The new product, known as Latevo Farm Income Protection (FIP), is a three-tiered level of cover available to growers for $14-$26 per hectare, which will protect 40-90% of average crop income.
Andrew Trotter, Latevo chief executive, said teaming up with “like-minded” underwriters at Lloyd's enabled them to roll out the FIP product.
“Our new model is split into three categories, enabling progression during the season, depending on seasonal conditions and the grower's choice,” Trotter told Grain Central. “We have made significant changes from our original product, making (it) more specific to the individual farmer.”
Trotter said in some cases, Latevo polices were half the price of similar ones it offered in past years, and “with the price now in the correct range, farmers can look at how added certainty will improve their business and grain-marketing decisions.”
The FIP product is split into the following categories:
- Category 1 – suited to below-average seasons, or the start of the growing season; and provides cover at 40-50pc of farm revenue. It doesn't require a detailed income assessment.
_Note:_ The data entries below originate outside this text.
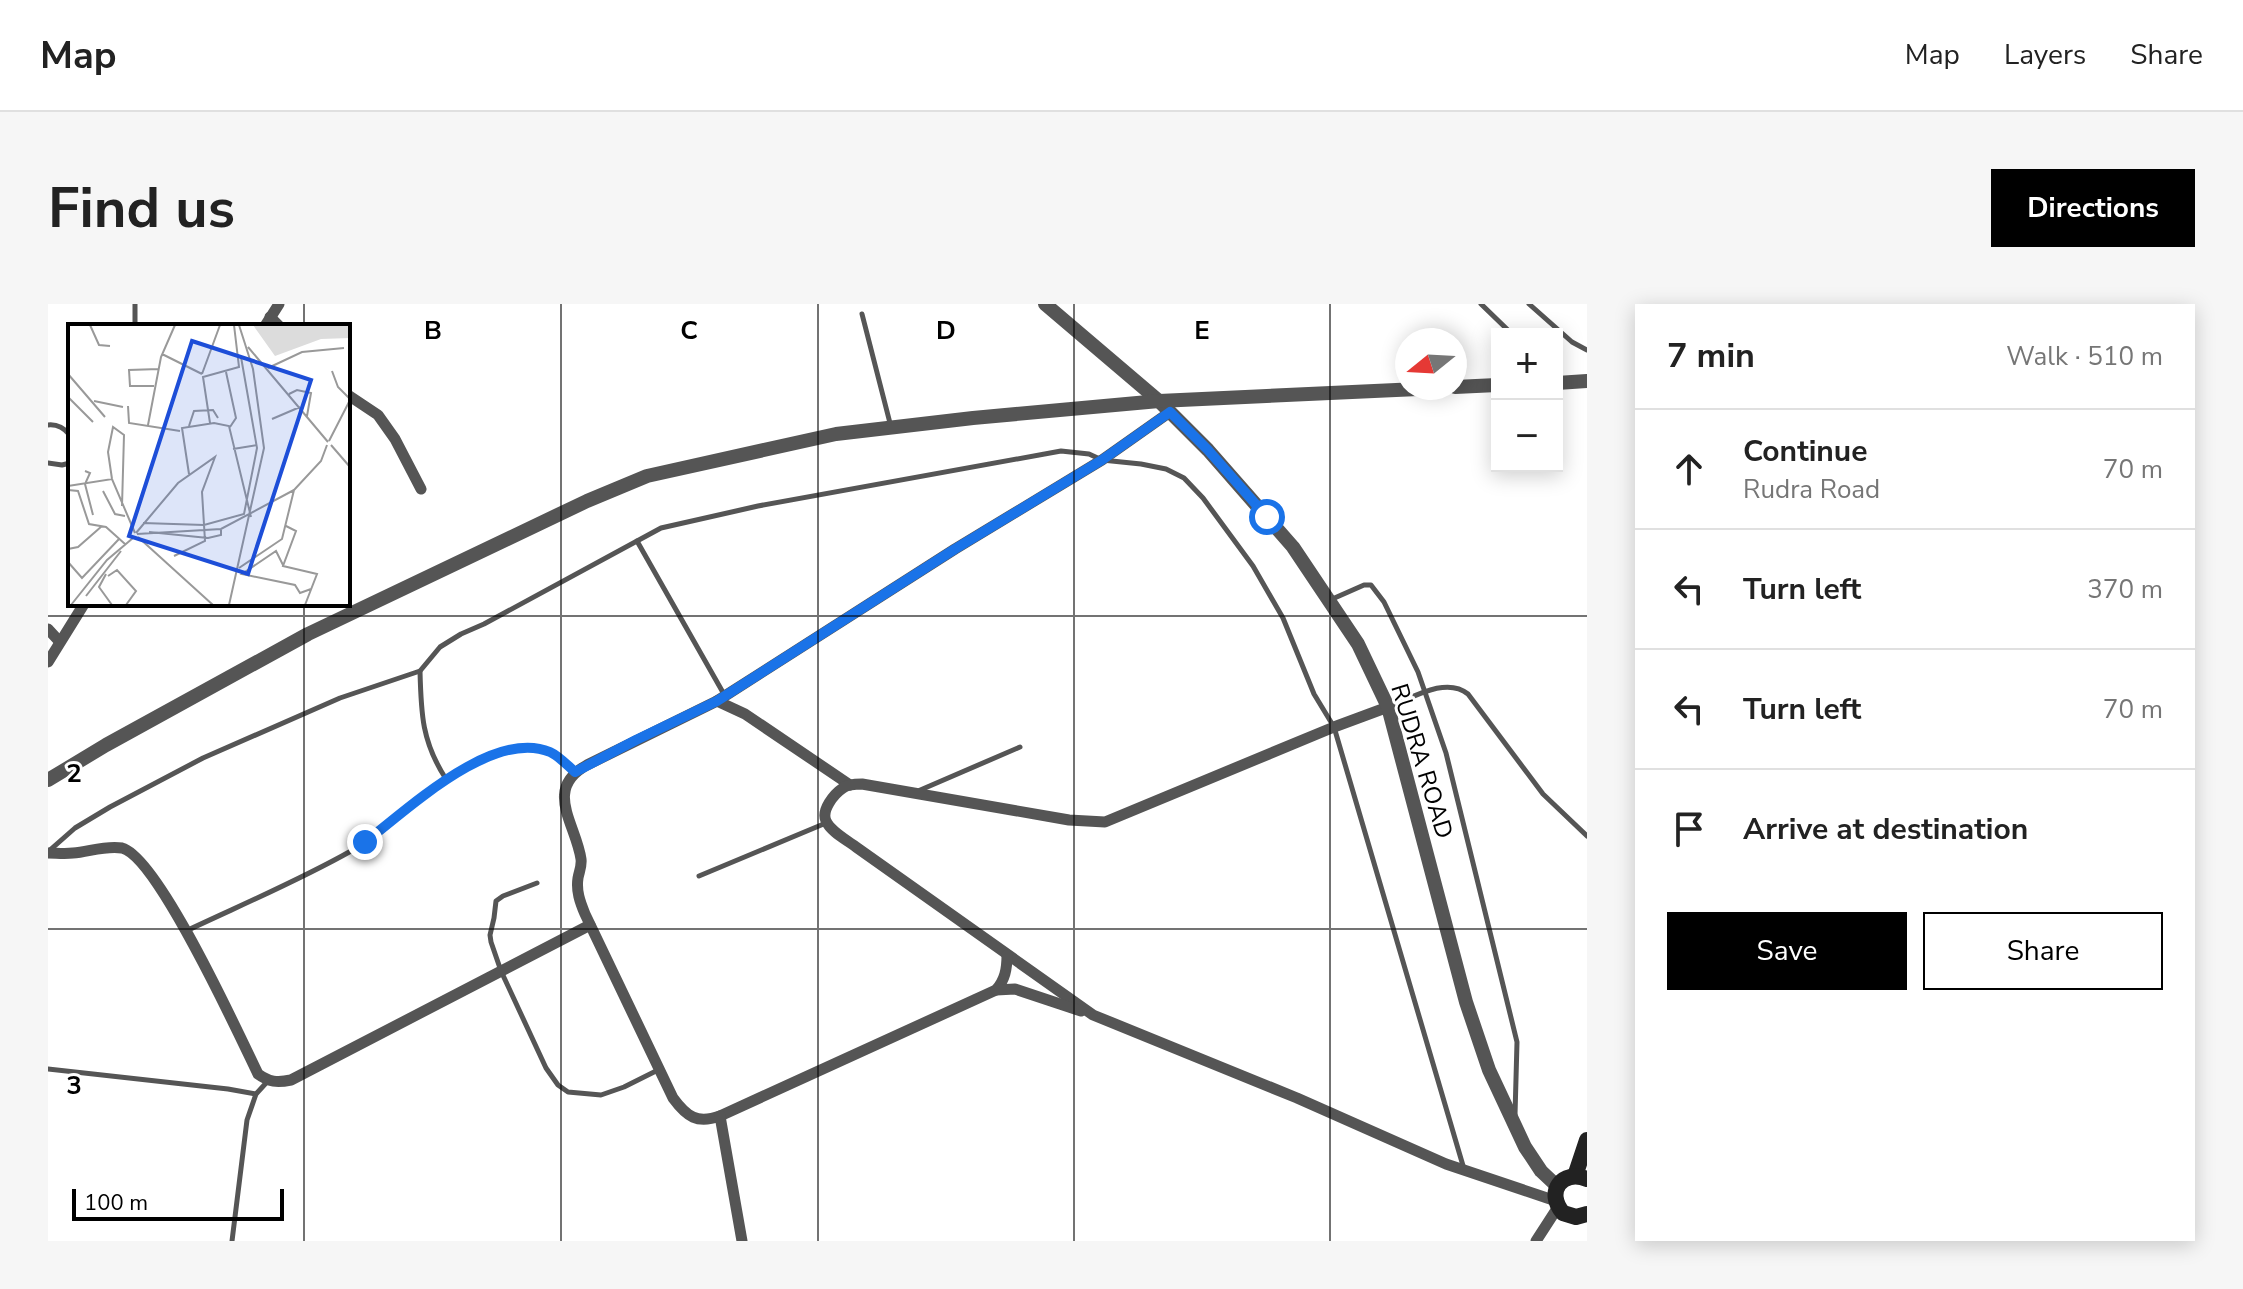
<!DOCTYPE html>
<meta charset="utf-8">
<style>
:root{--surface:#fff;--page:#f6f6f6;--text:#222;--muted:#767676;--line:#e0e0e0;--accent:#000}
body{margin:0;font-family:"Nunito Sans",sans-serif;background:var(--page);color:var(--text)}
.controls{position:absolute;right:24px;top:24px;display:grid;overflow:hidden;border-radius:0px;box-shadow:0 4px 20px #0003}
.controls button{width:72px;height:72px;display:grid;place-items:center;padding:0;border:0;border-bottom:2px solid var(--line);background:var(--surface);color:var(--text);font:40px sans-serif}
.compass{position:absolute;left:1347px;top:24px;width:72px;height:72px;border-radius:50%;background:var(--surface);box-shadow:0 4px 20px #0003;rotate:252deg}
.scale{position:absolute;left:24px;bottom:20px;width:212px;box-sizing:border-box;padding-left:8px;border:4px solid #000;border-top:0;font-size:22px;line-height:28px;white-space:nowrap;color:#000;-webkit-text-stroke:6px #fff;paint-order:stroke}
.stop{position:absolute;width:24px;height:24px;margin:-18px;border:6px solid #1a73e8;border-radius:50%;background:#fff}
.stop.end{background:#1a73e8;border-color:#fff;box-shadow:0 2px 8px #0008}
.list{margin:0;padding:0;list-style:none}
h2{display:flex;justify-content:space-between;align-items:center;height:104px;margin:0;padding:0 32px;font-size:34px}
h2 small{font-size:26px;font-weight:400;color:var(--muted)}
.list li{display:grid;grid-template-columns:52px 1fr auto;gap:24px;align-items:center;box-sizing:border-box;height:120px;padding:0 32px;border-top:2px solid var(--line)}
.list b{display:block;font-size:30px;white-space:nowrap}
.list p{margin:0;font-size:26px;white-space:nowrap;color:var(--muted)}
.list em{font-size:26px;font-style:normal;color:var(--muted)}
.actions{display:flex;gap:16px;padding:24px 32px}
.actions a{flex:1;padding:18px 0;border:2px solid var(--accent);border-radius:0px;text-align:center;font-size:28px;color:var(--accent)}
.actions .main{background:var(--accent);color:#fff}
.icon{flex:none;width:44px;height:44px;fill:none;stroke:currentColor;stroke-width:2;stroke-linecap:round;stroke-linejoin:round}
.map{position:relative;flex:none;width:1539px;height:937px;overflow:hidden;border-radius:0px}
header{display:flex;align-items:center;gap:48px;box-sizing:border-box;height:112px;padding:0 40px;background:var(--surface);border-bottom:2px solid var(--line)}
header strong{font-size:38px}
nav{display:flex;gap:44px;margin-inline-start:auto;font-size:28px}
.intro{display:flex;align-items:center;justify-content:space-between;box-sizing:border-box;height:192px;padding:0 48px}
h1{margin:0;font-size:56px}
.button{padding:20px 36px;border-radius:0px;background:var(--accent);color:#fff;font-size:28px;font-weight:700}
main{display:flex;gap:48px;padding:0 48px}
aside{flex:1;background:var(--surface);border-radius:0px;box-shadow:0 4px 20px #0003}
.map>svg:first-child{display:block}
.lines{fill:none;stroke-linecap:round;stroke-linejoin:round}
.service{stroke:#555;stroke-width:5}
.minor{stroke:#555;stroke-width:11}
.tertiary{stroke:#555;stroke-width:14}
.secondary{stroke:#222;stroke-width:16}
.route{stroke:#1a73e8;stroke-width:10}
.grid{fill:none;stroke:#000;stroke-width:2;stroke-opacity:0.55}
.labels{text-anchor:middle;stroke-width:6;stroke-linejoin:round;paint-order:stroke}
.street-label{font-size:24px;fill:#000;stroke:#fff}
.inset-road{fill:none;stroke:#999;stroke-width:2}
.view{fill:#1d4ed8;fill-opacity:0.15;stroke:#1d4ed8;stroke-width:4}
.inset-edge{fill:none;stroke:#000;stroke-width:4}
.grid-label{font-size:26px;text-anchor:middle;font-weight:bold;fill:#000;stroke:#fff;stroke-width:6;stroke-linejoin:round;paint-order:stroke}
</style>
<header>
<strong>Map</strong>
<nav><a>Map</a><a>Layers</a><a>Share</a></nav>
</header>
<div class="intro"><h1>Find us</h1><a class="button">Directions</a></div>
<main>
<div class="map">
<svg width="1539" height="937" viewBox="0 0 1539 937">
<rect width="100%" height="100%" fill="#fff"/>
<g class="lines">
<g class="service">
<polyline points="87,0 87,22"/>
<polyline points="1433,0 1464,30"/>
<polyline points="1481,0 1524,38 1539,46"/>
<polyline points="814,10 843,123"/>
<path d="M 0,121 C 9,120 16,124 22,131"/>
<polyline points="0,159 14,161 22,159"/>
<polyline points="589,237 677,392"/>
<polyline points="1282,296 1316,281 1323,281 1336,298 1370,368 1398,449 1469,738 1467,811"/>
<path d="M 372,367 C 373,410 374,438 398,475"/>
<path d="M 1341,403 C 1364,394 1398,372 1420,390 L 1495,490 L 1539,532"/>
<polyline points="870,487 972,443"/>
<polyline points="1,547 27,524 62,503 155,454 292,394 372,367 392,343 413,330 436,320 613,224 710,202 1013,147 1041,150 1054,156 1093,160 1118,165 1136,174 1155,194 1205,262 1235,314 1266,390 1286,423 1416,865"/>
<polyline points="651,572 778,519"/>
<polyline points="489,579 455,592 448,597 446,614 442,631 443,638 453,667 498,764 510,781 520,788 553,791 576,783 610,766"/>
<path d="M 138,627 C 193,601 250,577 303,547 C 352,518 441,420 503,449 C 512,453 520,461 527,468"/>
<polyline points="0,765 180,785 208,790"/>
<polyline points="184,937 199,816 208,790 219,778"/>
</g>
<g class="minor">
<polyline points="222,13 231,22"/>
<polyline points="217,22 231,0"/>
<polyline points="300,91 330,111 347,135 373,185"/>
<polyline points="0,325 11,337"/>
<polyline points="0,358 36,300"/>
<polyline points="669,397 697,410 802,481"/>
<path d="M 1340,403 L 1286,423 L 1057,518 L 1021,516 L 814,480 C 808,480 800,480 795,484 C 786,490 773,506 778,517 C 783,528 799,536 808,543 L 1045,711 L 1249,794 L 1398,860 L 1508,897"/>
<path d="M 0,549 C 8,549 17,550 25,549 C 40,548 58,541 74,544 C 110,553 191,731 210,770 C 221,778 229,779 243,776 L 542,621"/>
<path d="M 959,651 C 959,665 957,676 948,686 L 672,812 C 649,820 639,813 625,794 L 537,610 C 532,598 528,587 530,574 C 531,568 534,562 533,555 C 528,520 495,485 539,461 L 669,397 L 907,245 L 1054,156 L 1122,108"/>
<polyline points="948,686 967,685 1033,707"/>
<polyline points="672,812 694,937"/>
<polyline points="1488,937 1510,903"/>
</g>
<g class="tertiary">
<polyline points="997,0 1111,97 1160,146 1245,243 1310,340 1340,403 1418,698 1441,766 1477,843 1493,867 1510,883"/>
<polyline points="1509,79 1539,77"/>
<polyline points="1407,83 1449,81"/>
<polyline points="0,476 58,441 260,330 539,197 599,172 788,130 925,114 1111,97 1392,84"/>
</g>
<g class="secondary">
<polyline points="1527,872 1539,836"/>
<path d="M 1539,875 C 1514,865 1497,888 1515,909 L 1528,913 L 1539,910"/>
</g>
</g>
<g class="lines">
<path class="route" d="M 317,538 C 359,506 445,424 502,448 C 511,452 519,461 527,468 L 588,436 L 669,397 L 907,245 L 1054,156 L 1122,108 L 1160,146 L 1219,213"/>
</g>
<path class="grid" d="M 256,0 L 256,22M 513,0 L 513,937M 770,0 L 770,937M 1026,0 L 1026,937M 1282,0 L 1282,937M 256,300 L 256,937M 0,312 L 1539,312M 0,625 L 1539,625"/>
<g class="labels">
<g class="street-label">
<text transform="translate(1374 457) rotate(73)" y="8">RUDRA ROAD</text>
</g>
</g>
<g transform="translate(20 20)">
<rect width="282" height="282" fill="#fff"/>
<path d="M 185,1 L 282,1 L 282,14 L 253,15 L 207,32 Z" fill="#dcdcdc"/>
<path class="inset-road" d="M 22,1 L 31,21 L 42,22M 180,23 L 260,118M 94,30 L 134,50M 200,44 L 234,28 L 276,24M 264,47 L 270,63 L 282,75M 158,48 L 168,94 L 162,103M 0,50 L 37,93M 134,50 L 152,1M 86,62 L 62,62 L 61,46 L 91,45M 221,70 L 229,66 L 243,69 L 239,92M 1,74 L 25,98M 26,77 L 55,83M 60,82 L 61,99 L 112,107M 204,95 L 232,83M 142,99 L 135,53 L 171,43 L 166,1M 80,101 L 93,33 L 107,1M 121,102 L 126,87 L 145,86 L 150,94M 261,117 L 282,76M 263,121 L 282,143M 165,125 L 189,121M 17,147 L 22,149 L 17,160 L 25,191M 121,150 L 114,104 L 146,99 L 161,102 L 183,193M 44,155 L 40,128 L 45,103 L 56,111 L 54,182M 0,162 L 44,155 L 67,209M 0,166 L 10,167 L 21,200 L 38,203 L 57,220M 35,167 L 47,190 L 57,192M 75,199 L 136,201 L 176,190 L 189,124 L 173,33M 218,202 L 228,207 L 215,242 L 249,250 L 237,281M 81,208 L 140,214 L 153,211 L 153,205M 68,209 L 110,159 L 147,133 L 134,168 L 137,217 L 106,232M 69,210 L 153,205 L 226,166M 70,213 L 145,281M 0,225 L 10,223 L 34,202M 0,238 L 14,254 L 51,215M 215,241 L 208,227 L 174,250 L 227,261 L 232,269 L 243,265M 171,244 L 214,215 L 226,166 L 253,137 L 259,121M 38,250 L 31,263 L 44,281M 40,252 L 49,246 L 68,267 L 58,281M 18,272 L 53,227M 3,281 L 39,236 L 65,214M 161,281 L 196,124 L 185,45 L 171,1"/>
<path class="view" d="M 124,17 L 243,56 L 180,250 L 61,212 Z"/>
<rect width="282" height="282" class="inset-edge"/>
</g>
<g class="grid-label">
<text x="385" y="35">B</text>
<text x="641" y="35">C</text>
<text x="898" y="35">D</text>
<text x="1154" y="35">E</text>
<text x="26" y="478">2</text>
<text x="26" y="790">3</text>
</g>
</svg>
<div class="controls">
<button>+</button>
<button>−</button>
</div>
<svg class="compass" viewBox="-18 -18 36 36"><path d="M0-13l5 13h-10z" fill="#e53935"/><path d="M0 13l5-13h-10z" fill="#767676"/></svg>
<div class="scale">100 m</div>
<div class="stop" style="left:1219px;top:213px"></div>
<div class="stop end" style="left:317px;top:538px"></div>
</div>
<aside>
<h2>7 min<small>Walk · 510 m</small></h2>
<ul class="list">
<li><svg class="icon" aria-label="ahead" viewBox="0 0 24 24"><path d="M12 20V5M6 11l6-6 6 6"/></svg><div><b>Continue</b><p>Rudra Road</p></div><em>70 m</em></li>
<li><svg class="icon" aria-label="left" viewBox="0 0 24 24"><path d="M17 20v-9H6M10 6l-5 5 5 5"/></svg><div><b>Turn left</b></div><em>370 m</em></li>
<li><svg class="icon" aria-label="left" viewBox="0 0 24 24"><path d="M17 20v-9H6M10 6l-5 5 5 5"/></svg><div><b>Turn left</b></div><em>70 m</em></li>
<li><svg class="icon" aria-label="arrive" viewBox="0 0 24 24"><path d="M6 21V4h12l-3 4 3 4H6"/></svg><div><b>Arrive at destination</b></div></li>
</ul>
<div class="actions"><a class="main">Save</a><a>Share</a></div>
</aside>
</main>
- Category 2 – covers 65-75pc of farm revenue, and is suitable for an average season; and
- Category 3 – covers 80-90pc, and is available for above-average seasons.
Growers opting for categories 2 and 3 need to undergo individual farm entity assessments for a one-off fee of $5,000 plus GST, which is eligible for the federal government's $2,500 insurance rebate scheme.
Growers who have taken out Category 1 insurance can upgrade to higher categories as the season progresses and pending seasonal conditions, such as average rainfall and an adequate farm management rating.
Latevo's FIP offering is further enhanced by its partnership with Agri-Analytics, which helped streamline the application process through the Latevo app; and Geosys, which developed Latevo Crop Monitor, to provide farmers real-time access about their crops and the season, Grain Central reported.